Comme souvent, le revisionnage d’un film décevant peut engendrer une certaine remise en question, encore plus lorsque l’œuvre se caractérise moins par ses défauts que par ses nombreux paradoxes. Et dans le cas de Chloe, l’exercice critique se mue en authentique numéro d’équilibriste. Deux raisons à cela. D’une part, parce que son cinéaste n’est autre que le prodigieux Atom Egoyan, réalisateur canadien réputé pour ses fictions paranoïaques explorant l’aliénation et la solitude des êtres au cœur du monde contemporain. D’autre part, parce qu’il s’agit du remake d’un film français particulièrement fade, Nathalie, sorti en 2004 et réalisé par Anne Fontaine, et qu’on se demande vraiment comment Egoyan, en sérieuse perte de vitesse depuis le triomphe de sa superbe adaptation de Russell Banks (De beaux lendemains, Grand Prix à Cannes en 1997), en est arrivé à accepter des projets aussi anecdotiques. Qu’on se rassure, c’est justement ce paradoxe assez hallucinant qui titille un peu la curiosité du cinéphile, surtout pour les fans du cinéaste canadien. Mais avant d’y revenir, un petit retour en arrière s’impose. On ne va pas se mentir, la découverte du film en salles ne pouvait provoquer autre chose qu’une amère déception : loin de la rigueur formelle et de la complexité émotionnelle de ses précédents longs-métrages, Atom Egoyan semblait s’être fourvoyé dans un thriller érotique lambda, thématiquement assez bêta, tournant autour d’une situation de départ sans grand intérêt (une femme mariée engage une call-girl pour tester la fidélité de son époux soupçonné d’adultère) et s’achevant sur un épilogue moralisateur que n’aurait pas renié l’Adrian Lyne de Liaison fatale.

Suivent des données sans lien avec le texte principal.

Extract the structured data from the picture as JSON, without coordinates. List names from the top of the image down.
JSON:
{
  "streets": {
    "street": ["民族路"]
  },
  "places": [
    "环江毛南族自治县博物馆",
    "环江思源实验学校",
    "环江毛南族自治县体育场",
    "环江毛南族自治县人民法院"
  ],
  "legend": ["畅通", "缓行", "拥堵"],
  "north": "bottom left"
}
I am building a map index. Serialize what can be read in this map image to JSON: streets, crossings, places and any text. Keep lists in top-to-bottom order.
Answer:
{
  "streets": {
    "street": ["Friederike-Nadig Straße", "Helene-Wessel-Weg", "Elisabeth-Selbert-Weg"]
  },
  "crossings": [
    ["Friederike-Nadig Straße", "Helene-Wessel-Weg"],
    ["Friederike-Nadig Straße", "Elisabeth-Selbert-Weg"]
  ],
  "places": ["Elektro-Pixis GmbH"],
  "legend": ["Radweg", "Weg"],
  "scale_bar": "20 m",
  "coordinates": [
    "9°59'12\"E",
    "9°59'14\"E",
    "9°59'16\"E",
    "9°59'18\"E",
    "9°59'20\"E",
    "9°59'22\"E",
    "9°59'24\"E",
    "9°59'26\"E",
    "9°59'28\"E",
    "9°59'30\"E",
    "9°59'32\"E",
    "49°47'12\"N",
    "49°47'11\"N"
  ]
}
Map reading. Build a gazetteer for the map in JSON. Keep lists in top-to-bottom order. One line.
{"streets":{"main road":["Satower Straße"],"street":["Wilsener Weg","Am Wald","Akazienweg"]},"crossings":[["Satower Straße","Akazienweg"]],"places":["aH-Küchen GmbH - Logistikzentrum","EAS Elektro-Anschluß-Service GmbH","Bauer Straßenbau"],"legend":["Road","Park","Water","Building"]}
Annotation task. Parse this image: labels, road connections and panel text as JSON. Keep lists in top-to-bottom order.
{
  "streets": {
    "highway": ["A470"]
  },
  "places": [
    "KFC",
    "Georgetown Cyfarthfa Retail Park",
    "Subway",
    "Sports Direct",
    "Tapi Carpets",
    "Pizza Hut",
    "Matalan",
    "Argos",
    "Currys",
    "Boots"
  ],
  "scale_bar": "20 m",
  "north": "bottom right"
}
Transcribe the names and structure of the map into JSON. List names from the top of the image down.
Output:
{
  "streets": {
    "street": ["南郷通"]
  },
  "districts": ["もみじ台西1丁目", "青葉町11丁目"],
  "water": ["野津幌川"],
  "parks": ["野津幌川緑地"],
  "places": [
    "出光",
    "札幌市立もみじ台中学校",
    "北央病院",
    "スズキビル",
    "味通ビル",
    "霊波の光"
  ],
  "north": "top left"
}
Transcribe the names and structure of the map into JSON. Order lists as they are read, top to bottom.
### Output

En outre, si Egoyan reprenait le même point de départ que le film d’Anne Fontaine, il avait néanmoins su le rendre beaucoup plus intéressant, puisqu’ici, l’infidélité de l’époux n’était que supposée. Un film plus ténébreux, beaucoup moins auteuriste, et d’une perversité sous-jacente qui aurait presque suffi à donner à l’ensemble le relief d’un audacieux thriller théorique sur les tiroirs du désir sexuel. En un sens, c’est un peu le cas, mais de façon tellement basique et lourde que cela en devient très anecdotique. Et surtout, pour une fois, Egoyan fait preuve d’une flemmardise un poil embarrassante que l’on n’aurait jamais soupçonné chez lui.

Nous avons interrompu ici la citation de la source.